## INSTRUCTIONS FOR THE TASK
Please retype the records below exactly, from the first line down to and including the line with "filter:drop-shadow(2px 0 #cac8d8)".

## INFORMATION GIVEN

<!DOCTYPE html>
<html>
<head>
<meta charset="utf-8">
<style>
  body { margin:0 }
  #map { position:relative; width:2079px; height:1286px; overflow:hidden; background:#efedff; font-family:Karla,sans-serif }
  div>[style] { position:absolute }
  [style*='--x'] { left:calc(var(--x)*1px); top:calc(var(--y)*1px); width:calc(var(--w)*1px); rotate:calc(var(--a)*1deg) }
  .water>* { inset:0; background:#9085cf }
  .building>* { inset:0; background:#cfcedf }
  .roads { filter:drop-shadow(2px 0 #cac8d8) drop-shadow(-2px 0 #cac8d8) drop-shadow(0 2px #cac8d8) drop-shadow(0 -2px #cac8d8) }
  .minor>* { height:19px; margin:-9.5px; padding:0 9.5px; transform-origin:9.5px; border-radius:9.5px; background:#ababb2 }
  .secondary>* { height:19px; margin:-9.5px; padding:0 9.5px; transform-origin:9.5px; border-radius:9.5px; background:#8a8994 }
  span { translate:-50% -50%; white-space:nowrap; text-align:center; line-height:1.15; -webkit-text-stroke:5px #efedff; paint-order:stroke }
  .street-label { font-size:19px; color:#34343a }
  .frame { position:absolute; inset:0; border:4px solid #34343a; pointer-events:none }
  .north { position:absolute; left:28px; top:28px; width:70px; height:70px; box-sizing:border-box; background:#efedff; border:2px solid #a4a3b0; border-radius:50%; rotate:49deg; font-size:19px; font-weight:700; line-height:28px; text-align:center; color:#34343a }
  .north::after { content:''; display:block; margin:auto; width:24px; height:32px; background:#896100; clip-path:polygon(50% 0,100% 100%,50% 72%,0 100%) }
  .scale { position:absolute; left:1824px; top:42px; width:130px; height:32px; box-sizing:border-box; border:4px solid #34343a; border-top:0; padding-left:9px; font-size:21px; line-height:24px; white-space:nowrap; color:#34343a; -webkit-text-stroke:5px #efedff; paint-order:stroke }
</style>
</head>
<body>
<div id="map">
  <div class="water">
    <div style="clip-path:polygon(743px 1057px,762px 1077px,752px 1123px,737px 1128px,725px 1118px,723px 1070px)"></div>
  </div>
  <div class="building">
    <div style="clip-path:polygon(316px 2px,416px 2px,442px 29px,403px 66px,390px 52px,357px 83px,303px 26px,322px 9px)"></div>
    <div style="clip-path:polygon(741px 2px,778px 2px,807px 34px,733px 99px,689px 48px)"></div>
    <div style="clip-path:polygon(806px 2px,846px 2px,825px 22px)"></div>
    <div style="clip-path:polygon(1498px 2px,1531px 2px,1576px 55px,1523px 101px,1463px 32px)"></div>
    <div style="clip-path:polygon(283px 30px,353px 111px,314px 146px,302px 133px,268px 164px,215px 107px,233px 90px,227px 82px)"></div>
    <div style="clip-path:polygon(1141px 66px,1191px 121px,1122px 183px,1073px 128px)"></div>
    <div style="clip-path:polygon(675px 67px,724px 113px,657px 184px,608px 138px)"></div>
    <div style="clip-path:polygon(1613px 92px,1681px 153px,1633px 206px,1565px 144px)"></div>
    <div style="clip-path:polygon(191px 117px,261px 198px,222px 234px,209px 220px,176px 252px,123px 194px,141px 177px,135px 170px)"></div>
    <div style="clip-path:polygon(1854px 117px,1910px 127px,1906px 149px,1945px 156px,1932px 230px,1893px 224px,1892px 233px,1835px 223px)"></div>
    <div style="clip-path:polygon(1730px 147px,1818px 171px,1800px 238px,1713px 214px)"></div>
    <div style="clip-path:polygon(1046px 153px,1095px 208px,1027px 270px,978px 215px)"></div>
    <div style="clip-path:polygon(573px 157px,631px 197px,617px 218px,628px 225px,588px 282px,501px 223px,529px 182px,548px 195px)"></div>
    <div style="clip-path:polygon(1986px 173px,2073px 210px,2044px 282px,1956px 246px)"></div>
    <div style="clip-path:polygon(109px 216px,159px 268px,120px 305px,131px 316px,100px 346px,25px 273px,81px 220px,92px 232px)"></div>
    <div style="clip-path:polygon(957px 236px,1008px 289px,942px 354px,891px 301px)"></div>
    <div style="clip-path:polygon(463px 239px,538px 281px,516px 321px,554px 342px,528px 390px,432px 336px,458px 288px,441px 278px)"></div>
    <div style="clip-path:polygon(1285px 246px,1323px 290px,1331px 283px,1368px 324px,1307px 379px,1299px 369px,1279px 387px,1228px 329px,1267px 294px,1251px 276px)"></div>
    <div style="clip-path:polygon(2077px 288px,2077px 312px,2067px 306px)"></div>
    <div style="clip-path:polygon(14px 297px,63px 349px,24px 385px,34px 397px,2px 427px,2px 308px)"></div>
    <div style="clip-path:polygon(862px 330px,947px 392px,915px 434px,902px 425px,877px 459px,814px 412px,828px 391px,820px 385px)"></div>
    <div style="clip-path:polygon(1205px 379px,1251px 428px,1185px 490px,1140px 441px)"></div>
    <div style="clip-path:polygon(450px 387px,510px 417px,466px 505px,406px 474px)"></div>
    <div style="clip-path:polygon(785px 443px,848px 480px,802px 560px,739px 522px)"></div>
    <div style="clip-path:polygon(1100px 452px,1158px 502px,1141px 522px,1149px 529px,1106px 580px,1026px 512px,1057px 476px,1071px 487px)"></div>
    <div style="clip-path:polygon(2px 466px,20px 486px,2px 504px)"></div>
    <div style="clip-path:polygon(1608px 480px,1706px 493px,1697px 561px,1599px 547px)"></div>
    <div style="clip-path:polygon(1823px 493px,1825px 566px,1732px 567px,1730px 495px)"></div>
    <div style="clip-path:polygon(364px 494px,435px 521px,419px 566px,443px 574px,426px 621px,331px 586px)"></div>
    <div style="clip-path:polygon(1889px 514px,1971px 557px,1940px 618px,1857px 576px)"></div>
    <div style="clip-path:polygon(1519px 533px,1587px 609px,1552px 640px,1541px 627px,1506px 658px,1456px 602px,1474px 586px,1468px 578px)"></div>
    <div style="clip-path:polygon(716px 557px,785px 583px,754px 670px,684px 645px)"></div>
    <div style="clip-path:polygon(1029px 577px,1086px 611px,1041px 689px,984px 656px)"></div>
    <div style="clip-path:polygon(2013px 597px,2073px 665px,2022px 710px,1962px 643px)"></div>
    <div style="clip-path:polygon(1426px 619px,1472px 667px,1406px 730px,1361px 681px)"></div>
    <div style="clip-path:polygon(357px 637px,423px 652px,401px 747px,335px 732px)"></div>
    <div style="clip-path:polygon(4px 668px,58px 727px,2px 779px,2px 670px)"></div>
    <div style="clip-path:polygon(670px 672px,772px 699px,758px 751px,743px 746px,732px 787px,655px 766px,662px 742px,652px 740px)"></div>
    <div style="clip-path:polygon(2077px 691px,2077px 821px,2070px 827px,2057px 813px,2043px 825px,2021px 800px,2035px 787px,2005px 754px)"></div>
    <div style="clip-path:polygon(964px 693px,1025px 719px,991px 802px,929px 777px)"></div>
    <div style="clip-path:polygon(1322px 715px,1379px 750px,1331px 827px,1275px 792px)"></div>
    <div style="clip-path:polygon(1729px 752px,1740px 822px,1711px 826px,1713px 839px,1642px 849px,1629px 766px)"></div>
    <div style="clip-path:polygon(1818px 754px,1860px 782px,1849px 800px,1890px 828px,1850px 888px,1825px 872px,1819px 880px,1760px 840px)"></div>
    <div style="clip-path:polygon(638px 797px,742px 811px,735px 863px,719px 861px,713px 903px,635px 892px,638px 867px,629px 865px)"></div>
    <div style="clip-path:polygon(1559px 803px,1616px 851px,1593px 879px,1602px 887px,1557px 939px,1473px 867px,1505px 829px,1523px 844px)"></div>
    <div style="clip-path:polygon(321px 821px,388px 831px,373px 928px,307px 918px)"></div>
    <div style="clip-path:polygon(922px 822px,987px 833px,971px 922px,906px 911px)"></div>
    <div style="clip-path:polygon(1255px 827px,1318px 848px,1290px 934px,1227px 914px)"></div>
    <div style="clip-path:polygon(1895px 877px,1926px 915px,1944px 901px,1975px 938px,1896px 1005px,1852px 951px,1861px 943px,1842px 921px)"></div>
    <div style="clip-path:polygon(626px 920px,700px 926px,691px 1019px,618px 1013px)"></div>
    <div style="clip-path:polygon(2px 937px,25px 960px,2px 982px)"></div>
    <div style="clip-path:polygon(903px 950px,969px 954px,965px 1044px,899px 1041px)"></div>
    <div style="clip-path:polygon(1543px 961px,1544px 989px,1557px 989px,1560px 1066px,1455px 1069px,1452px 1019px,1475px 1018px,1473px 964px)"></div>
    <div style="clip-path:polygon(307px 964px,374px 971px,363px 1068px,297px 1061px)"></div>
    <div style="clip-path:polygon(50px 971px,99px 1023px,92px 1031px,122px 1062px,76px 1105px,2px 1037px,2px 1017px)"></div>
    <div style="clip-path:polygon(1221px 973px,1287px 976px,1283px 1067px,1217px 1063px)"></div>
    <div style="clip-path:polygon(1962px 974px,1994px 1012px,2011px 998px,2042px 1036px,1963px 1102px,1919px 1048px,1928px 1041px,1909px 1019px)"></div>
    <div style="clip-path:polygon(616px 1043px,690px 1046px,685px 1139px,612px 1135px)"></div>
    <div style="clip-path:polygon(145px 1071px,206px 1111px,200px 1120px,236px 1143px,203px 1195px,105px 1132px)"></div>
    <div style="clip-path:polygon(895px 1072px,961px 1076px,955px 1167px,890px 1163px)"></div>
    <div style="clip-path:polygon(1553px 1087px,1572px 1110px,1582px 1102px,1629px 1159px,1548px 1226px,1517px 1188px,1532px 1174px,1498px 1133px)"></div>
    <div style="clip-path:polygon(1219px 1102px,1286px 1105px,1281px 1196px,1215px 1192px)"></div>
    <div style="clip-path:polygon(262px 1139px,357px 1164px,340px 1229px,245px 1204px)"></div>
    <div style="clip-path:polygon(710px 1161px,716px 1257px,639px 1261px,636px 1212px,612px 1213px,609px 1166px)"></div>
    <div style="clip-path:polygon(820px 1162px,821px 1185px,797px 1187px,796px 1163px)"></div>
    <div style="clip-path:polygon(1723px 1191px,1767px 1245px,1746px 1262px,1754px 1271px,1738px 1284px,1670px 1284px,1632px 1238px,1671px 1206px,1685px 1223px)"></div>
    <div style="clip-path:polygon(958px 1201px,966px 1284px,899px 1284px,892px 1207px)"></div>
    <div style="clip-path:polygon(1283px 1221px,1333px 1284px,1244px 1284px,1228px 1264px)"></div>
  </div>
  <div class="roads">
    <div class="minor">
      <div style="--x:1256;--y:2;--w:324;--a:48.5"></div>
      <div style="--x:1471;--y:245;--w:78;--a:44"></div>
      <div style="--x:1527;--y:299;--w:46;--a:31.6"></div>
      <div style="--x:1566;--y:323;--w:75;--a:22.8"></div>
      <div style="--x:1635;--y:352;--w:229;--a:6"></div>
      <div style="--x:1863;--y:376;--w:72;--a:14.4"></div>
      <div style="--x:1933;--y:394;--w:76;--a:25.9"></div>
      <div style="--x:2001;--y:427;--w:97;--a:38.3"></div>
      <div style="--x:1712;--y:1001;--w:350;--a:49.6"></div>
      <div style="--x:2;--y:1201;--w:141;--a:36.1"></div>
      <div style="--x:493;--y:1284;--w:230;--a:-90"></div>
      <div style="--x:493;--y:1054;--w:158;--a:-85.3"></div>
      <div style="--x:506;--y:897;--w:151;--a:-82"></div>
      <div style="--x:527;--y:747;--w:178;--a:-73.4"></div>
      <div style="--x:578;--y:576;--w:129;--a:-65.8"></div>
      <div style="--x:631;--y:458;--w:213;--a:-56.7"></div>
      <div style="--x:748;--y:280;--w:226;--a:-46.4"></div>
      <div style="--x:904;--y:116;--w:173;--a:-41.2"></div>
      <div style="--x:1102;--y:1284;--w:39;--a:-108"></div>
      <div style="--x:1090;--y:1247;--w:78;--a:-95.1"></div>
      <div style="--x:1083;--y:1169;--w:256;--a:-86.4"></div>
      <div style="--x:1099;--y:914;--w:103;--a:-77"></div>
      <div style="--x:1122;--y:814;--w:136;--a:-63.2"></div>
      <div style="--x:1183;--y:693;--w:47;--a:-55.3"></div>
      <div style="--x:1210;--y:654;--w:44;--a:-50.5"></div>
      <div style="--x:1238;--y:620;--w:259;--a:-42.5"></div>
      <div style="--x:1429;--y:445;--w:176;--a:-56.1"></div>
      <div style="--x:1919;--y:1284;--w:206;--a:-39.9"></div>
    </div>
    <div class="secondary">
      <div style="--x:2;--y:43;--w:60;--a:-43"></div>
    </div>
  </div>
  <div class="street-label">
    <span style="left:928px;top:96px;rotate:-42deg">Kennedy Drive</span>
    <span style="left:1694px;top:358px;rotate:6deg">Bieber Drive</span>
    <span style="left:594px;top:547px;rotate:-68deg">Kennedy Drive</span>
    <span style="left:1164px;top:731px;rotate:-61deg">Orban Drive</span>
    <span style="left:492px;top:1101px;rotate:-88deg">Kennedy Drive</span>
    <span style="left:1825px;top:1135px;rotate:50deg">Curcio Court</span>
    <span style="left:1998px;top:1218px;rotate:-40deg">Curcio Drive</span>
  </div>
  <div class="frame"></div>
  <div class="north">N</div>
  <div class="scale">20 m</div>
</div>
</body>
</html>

## RESULT OF THIS EXERCISE
<!DOCTYPE html>
<html>
<head>
<meta charset="utf-8">
<style>
  body { margin:0 }
  #map { position:relative; width:2079px; height:1286px; overflow:hidden; background:#efedff; font-family:Karla,sans-serif }
  div>[style] { position:absolute }
  [style*='--x'] { left:calc(var(--x)*1px); top:calc(var(--y)*1px); width:calc(var(--w)*1px); rotate:calc(var(--a)*1deg) }
  .water>* { inset:0; background:#9085cf }
  .building>* { inset:0; background:#cfcedf }
  .roads { filter:drop-shadow(2px 0 #cac8d8) drop-shadow(-2px 0 #cac8d8) drop-shadow(0 2px #cac8d8) drop-shadow(0 -2px #cac8d8) }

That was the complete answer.